§ What to produce:
If a line comes after the one containing "Describe the map screen", leave it out; copy every line before it, and that line too, exactly as written, starting from the first line of the entries.

--*--

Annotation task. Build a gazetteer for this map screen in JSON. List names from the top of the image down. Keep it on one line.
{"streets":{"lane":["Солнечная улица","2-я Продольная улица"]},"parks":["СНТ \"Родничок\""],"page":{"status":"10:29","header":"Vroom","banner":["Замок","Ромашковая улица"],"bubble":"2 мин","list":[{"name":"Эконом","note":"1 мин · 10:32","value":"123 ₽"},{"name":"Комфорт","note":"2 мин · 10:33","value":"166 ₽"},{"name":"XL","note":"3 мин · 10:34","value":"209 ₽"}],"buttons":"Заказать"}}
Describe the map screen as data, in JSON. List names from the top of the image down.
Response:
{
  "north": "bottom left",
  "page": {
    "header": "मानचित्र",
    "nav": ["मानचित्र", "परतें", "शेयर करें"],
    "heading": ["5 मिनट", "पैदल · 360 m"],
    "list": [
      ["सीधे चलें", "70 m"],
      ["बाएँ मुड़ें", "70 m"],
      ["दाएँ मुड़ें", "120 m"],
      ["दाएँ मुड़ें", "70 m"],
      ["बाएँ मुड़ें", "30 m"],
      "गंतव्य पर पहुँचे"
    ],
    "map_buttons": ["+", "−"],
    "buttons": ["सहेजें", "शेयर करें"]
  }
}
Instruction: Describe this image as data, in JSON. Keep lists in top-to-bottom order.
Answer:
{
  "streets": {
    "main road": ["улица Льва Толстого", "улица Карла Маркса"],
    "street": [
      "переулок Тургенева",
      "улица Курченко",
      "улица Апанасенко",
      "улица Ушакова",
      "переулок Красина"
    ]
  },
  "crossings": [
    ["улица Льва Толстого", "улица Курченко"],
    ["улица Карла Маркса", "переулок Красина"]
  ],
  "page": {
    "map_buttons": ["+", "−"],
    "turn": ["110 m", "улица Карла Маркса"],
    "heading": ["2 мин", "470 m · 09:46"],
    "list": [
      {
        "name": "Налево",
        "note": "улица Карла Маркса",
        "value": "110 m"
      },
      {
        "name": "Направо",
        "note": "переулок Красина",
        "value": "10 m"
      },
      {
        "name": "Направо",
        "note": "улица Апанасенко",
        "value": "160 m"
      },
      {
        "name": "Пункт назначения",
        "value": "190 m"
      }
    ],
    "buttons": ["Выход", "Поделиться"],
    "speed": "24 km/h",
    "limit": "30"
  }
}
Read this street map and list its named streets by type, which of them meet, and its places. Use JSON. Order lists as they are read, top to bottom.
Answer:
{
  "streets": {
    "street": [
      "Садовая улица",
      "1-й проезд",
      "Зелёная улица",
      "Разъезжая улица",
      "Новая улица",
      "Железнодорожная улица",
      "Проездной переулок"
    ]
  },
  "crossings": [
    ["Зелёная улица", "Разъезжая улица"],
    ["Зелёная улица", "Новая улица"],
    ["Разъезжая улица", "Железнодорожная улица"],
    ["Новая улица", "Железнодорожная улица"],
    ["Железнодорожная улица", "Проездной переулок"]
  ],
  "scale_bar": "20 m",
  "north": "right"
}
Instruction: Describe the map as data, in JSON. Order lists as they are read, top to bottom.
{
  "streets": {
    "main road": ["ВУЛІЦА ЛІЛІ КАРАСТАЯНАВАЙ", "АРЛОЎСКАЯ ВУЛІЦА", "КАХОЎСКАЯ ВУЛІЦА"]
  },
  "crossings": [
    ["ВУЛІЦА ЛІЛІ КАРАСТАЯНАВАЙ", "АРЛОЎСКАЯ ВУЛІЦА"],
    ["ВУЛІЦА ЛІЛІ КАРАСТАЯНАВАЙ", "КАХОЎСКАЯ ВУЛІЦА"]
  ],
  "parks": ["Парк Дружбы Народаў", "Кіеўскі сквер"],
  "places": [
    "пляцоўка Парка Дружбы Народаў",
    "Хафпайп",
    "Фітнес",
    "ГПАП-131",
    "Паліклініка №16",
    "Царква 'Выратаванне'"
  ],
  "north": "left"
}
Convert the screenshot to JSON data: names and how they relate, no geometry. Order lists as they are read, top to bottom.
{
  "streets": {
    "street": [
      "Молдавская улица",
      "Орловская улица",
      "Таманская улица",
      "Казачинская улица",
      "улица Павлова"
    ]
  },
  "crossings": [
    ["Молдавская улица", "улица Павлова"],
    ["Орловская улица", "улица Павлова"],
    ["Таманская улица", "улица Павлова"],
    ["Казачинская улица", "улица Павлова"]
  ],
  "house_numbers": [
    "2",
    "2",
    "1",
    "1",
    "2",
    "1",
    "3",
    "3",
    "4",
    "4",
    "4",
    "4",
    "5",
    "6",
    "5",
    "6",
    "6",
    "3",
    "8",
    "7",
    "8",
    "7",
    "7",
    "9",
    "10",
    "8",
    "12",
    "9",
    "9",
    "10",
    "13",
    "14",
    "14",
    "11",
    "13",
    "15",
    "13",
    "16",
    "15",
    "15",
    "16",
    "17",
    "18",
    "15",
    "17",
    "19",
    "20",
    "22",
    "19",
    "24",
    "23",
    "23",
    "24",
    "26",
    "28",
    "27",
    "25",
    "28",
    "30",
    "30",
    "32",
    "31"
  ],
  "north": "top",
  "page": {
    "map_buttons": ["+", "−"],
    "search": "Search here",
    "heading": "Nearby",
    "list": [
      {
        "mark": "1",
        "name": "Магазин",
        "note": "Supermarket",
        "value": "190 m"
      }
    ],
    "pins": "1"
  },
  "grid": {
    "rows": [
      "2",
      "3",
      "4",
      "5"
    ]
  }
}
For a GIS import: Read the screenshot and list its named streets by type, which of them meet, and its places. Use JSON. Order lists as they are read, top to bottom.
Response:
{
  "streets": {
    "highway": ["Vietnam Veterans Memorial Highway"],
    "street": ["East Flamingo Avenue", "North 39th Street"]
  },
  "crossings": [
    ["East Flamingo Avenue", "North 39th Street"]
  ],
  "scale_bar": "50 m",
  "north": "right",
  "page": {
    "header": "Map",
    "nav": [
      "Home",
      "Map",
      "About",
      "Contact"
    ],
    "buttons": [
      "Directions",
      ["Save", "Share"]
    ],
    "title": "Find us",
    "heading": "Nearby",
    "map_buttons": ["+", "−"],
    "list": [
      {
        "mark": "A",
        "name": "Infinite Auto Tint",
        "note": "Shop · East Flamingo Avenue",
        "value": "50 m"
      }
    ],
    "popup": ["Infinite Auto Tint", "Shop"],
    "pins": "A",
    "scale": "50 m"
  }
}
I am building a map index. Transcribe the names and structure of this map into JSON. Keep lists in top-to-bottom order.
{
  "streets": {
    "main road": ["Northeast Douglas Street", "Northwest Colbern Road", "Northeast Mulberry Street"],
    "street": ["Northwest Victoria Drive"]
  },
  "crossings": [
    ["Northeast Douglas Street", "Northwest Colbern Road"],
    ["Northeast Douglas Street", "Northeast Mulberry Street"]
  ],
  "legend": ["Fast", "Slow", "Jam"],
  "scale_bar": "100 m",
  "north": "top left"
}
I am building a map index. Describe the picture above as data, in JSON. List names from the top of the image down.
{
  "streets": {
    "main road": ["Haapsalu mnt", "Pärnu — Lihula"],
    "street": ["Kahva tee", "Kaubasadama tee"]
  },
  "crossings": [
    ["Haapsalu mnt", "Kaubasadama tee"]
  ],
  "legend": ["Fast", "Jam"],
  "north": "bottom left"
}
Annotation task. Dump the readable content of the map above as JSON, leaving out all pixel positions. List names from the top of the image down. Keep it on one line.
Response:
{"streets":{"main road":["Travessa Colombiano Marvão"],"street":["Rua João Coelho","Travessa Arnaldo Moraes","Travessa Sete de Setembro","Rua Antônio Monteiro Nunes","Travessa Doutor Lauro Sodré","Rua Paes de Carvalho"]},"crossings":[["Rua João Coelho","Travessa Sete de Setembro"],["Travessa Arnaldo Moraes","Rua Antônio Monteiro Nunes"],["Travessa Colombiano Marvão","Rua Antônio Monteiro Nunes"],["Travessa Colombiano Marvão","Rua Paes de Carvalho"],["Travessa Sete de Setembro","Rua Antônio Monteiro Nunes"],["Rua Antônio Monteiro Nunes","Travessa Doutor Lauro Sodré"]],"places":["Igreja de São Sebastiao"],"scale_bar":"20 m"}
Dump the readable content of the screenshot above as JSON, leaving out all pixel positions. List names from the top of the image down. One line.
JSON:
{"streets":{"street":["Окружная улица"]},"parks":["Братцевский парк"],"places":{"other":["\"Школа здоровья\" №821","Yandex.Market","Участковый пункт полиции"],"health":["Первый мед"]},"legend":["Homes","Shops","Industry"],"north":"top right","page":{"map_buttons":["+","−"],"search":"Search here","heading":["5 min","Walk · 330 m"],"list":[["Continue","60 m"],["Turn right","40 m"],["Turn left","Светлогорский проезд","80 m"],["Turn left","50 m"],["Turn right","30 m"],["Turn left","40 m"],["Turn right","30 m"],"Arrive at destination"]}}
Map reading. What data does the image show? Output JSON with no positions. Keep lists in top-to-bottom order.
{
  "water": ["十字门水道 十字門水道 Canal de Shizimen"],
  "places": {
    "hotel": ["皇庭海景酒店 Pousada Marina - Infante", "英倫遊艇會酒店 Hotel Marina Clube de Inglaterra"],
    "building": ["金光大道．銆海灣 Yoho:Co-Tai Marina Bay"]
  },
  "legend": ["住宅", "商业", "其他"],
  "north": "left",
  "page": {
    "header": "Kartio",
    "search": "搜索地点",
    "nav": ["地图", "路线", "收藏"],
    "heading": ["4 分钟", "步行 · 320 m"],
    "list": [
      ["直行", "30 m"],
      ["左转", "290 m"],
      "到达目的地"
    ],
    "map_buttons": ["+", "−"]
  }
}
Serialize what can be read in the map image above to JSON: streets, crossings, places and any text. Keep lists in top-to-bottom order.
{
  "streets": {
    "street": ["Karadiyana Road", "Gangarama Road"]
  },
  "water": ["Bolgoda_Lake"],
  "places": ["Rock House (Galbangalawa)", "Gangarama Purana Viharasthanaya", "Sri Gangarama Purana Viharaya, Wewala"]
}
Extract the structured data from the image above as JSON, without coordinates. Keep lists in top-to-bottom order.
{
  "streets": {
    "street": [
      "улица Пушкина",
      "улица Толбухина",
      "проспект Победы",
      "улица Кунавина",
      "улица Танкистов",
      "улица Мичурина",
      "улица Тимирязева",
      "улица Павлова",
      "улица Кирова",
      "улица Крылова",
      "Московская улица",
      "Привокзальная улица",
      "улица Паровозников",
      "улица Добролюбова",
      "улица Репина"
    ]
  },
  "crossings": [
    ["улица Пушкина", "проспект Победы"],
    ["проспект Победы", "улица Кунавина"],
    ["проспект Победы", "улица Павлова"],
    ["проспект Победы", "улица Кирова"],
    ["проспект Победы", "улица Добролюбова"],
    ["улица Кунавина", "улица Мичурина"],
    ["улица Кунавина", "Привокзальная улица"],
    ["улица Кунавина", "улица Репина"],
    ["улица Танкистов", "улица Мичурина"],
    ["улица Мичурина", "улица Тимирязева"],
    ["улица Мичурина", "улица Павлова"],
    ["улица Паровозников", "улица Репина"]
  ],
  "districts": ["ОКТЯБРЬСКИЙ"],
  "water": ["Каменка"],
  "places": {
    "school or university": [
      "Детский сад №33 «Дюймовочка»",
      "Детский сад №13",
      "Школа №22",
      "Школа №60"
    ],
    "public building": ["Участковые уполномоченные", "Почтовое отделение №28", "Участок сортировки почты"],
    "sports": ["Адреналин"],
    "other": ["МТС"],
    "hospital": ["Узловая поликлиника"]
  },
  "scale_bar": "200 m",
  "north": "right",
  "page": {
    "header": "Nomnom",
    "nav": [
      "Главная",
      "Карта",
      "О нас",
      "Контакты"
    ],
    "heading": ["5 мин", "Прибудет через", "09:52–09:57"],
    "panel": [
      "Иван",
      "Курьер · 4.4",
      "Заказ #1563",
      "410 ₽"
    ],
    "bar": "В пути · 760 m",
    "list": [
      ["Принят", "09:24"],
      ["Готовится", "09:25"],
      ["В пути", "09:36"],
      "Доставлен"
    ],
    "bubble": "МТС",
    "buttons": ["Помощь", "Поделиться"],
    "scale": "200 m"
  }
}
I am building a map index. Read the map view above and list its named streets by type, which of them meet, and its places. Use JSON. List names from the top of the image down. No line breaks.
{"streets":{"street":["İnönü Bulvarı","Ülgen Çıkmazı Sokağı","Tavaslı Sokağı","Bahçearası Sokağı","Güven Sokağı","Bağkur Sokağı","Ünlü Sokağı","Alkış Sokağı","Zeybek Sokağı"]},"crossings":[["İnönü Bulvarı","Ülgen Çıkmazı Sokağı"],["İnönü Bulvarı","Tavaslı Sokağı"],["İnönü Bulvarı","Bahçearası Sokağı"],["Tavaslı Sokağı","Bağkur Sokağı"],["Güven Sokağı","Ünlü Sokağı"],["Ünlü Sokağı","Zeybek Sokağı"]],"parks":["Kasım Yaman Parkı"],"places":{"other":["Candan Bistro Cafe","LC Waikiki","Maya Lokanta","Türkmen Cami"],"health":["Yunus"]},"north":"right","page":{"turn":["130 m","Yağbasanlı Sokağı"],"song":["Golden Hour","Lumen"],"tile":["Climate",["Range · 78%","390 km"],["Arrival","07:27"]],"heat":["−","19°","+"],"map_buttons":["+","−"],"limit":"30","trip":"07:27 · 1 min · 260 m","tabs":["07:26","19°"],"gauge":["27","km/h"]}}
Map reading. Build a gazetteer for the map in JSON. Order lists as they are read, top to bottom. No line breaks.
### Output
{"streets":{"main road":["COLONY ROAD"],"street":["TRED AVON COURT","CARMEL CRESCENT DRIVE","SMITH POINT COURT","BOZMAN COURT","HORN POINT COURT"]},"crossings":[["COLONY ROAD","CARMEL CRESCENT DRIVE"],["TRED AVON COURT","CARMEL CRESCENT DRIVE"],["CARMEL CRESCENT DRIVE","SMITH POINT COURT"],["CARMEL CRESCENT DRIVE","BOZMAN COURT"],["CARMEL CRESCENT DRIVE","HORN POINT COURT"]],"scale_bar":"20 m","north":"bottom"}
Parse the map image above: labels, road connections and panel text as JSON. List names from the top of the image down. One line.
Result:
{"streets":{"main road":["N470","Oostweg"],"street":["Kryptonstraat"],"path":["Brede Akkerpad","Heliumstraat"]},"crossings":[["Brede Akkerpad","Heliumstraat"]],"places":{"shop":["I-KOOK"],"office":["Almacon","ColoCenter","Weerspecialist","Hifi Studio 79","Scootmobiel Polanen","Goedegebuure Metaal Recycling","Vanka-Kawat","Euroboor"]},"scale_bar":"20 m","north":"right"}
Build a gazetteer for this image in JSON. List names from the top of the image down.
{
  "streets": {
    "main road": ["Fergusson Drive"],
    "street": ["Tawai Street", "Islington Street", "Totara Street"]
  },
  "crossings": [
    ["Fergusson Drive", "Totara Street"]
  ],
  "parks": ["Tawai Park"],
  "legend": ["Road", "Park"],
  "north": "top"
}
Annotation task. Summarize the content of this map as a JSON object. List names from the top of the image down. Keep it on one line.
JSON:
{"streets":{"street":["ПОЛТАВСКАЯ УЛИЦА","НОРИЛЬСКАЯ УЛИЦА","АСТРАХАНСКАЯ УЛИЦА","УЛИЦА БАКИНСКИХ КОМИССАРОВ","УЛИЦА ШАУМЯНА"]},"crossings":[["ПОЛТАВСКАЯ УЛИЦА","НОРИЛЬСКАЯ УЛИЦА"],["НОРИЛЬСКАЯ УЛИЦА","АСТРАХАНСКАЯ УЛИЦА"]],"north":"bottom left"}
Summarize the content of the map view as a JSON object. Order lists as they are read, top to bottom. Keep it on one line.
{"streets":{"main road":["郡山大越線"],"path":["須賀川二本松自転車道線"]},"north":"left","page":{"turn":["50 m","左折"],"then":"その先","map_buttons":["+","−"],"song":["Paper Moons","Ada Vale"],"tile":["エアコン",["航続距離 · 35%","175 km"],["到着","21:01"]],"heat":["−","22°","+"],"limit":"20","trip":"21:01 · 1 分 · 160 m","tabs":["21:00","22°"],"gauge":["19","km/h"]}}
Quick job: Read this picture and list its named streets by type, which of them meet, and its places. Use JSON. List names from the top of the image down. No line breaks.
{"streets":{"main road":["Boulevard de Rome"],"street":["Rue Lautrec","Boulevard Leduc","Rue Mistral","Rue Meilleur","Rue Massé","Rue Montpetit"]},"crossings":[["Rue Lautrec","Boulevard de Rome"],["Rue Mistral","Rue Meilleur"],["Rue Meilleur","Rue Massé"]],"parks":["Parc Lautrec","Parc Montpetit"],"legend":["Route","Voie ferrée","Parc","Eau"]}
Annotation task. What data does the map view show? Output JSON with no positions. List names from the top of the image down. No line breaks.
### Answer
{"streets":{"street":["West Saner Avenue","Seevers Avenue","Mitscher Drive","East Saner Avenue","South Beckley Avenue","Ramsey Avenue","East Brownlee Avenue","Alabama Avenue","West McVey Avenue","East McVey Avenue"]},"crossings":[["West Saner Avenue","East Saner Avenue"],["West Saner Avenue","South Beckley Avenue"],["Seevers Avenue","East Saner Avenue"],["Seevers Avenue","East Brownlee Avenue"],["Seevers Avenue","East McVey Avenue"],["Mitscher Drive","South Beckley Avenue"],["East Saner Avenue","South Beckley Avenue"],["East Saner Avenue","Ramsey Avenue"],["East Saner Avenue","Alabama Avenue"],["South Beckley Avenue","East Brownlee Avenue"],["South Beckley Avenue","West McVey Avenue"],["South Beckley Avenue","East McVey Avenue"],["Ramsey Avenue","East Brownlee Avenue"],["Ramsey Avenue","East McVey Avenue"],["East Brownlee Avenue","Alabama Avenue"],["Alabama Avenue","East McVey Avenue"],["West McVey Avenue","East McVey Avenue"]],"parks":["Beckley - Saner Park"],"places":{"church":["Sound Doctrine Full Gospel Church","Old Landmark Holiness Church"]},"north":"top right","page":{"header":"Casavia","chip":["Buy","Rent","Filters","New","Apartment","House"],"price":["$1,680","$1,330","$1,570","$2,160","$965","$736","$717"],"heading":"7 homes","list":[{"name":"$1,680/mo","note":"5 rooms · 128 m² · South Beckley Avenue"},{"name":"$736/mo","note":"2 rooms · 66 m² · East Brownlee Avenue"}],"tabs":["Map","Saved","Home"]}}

--*--

§ Result of the task:
Annotation task. Build a gazetteer for this map screen in JSON. List names from the top of the image down. Keep it on one line.
{"streets":{"lane":["Солнечная улица","2-я Продольная улица"]},"parks":["СНТ \"Родничок\""],"page":{"status":"10:29","header":"Vroom","banner":["Замок","Ромашковая улица"],"bubble":"2 мин","list":[{"name":"Эконом","note":"1 мин · 10:32","value":"123 ₽"},{"name":"Комфорт","note":"2 мин · 10:33","value":"166 ₽"},{"name":"XL","note":"3 мин · 10:34","value":"209 ₽"}],"buttons":"Заказать"}}
Describe the map screen as data, in JSON. List names from the top of the image down.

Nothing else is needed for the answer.